Lingkungan sekolah memiliki peran besar dalam membentuk pengalaman siswa selama berada di jenjang SMP. Ketika kegiatan akademik dan keagamaan berjalan dalam satu lingkungan, siswa memperoleh kesempatan untuk mengembangkan beberapa aspek sekaligus. SMP Al Ma’soem sendiri memiliki fasilitas seperti Masjid Dome, yang menjadi salah satu fasilitas yang tercantum dalam informasi sekolah. Selain itu tersedia ruang konselor, ruang seminar, ruang multimedia, reading corner, berbagai laboratorium, sarana olahraga, klinik, dan fasilitas pendukung lainnya.
Fasilitas tersebut mendukung lingkungan sekolah yang memiliki berbagai jenis aktivitas. Untuk kegiatan yang berkaitan dengan ibadah dan pembinaan keagamaan, keberadaan fasilitas ibadah menjadi bagian dari lingkungan yang menunjang program sekolah. Sementara fasilitas lainnya dapat digunakan untuk mendukung kebutuhan akademik, sosial, kreativitas, olahraga, dan pengembangan diri siswa.
Dengan demikian, Program Tahfidz di SMP Al Ma’soem dapat dilihat sebagai salah satu bagian dari rangkaian pendidikan yang lebih luas. Target minimal tiga juz menjadi salah satu bentuk program, sedangkan shalat berjamaah, shalat Dhuha, serta berbagai bentuk penghargaan menjadi bagian lain yang mendukung aktivitas keagamaan siswa.
Masa SMP merupakan periode ketika siswa mulai mendapatkan tanggung jawab yang lebih besar dibandingkan ketika masih berada di sekolah dasar. Mereka mulai belajar mengelola waktu, mengikuti aturan, berinteraksi dengan lingkungan yang lebih luas, dan memahami konsekuensi dari tindakan yang dilakukan. Oleh sebab itu, pendidikan karakter dapat berjalan beriringan dengan pendidikan akademik.
SMP Al Ma’soem mencantumkan nilai takwa, disiplin, tangguh, akhlak, jujur, manfaat, cerdas, adaptif, dan mandiri sebagai bagian dari arah pembentukan generasi. Program Tahfidz dan kegiatan ibadah menjadi salah satu bentuk kegiatan yang berkaitan dengan nilai-nilai tersebut, terutama dalam hal pembiasaan dan keteraturan aktivitas keagamaan.

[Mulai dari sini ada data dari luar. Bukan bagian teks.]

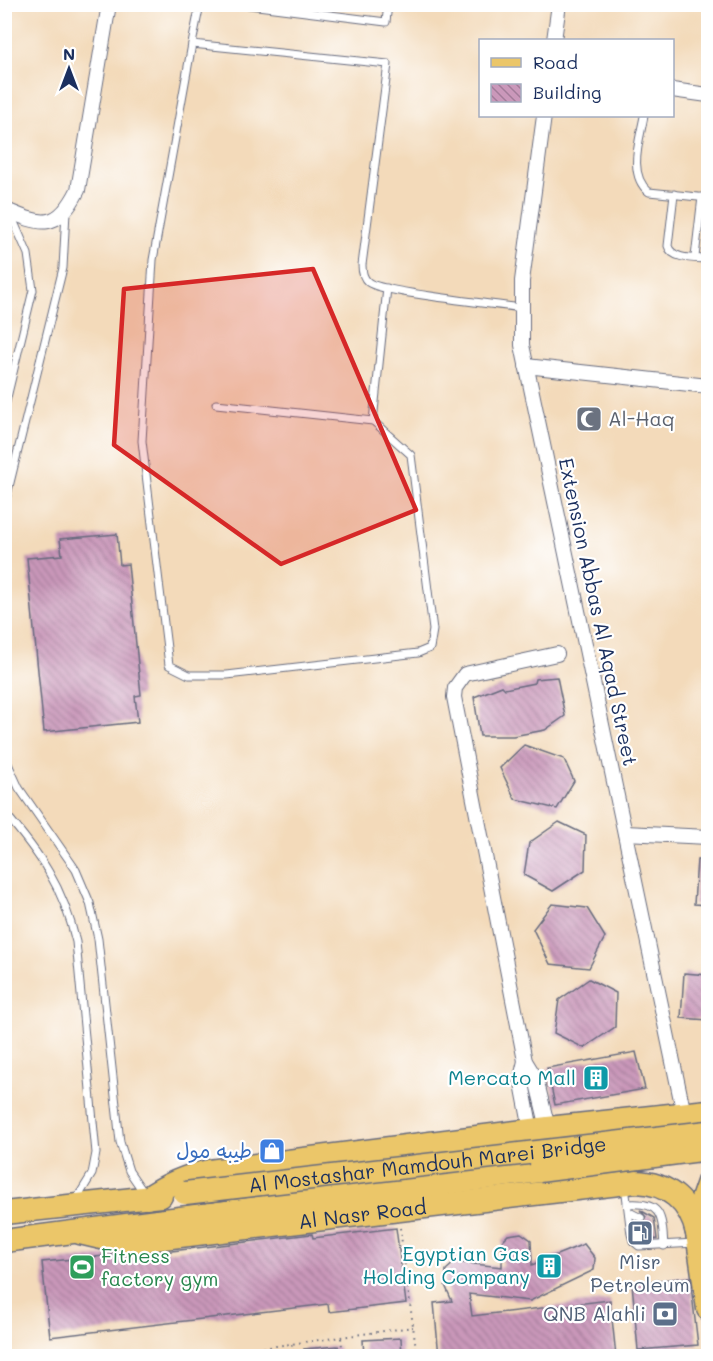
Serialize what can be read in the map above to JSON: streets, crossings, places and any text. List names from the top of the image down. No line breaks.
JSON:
{"streets":{"main road":["Al Mostashar Mamdouh Marei Bridge","Al Nasr Road"],"street":["Extension Abbas Al Aqad Street"]},"crossings":[["Al Mostashar Mamdouh Marei Bridge","Al Nasr Road"]],"places":{"mosque":["Al-Haq"],"building":["Mercato Mall","Egyptian Gas Holding Company"],"shop":["طيبه مول"],"fuel station":["Misr Petroleum"],"sports":["Fitness factory gym"],"bank":["QNB Alahli"]},"legend":["Road","Building"],"north":"top"}
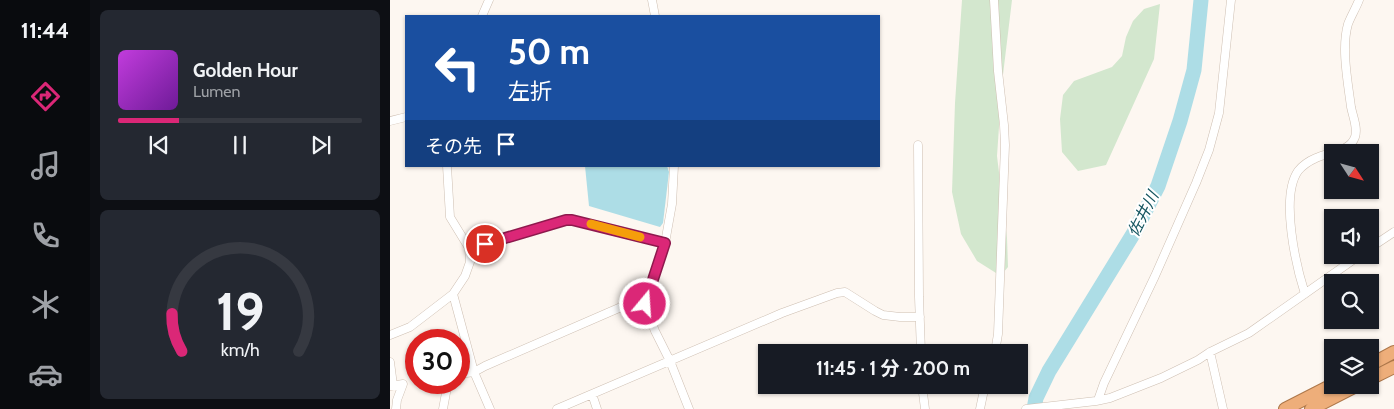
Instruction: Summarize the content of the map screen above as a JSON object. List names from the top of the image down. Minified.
{"water":["佐井川"],"north":"bottom right","page":{"tabs":"11:44","turn":["50 m","左折"],"song":["Golden Hour","Lumen"],"then":"その先","limit":"30","trip":"11:45 · 1 分 · 200 m","gauge":["19","km/h"]}}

Pada akhirnya, siswa mendapatkan pengalaman pendidikan yang tidak hanya berfokus pada materi pelajaran. Program Tahfidz dengan target minimal tiga juz, kegiatan shalat wajib berjamaah, shalat Dhuha bersama, serta berbagai bentuk apresiasi keagamaan menjadi bagian dari aktivitas yang dapat ditemui dalam lingkungan SMP Al Ma’soem Bandung.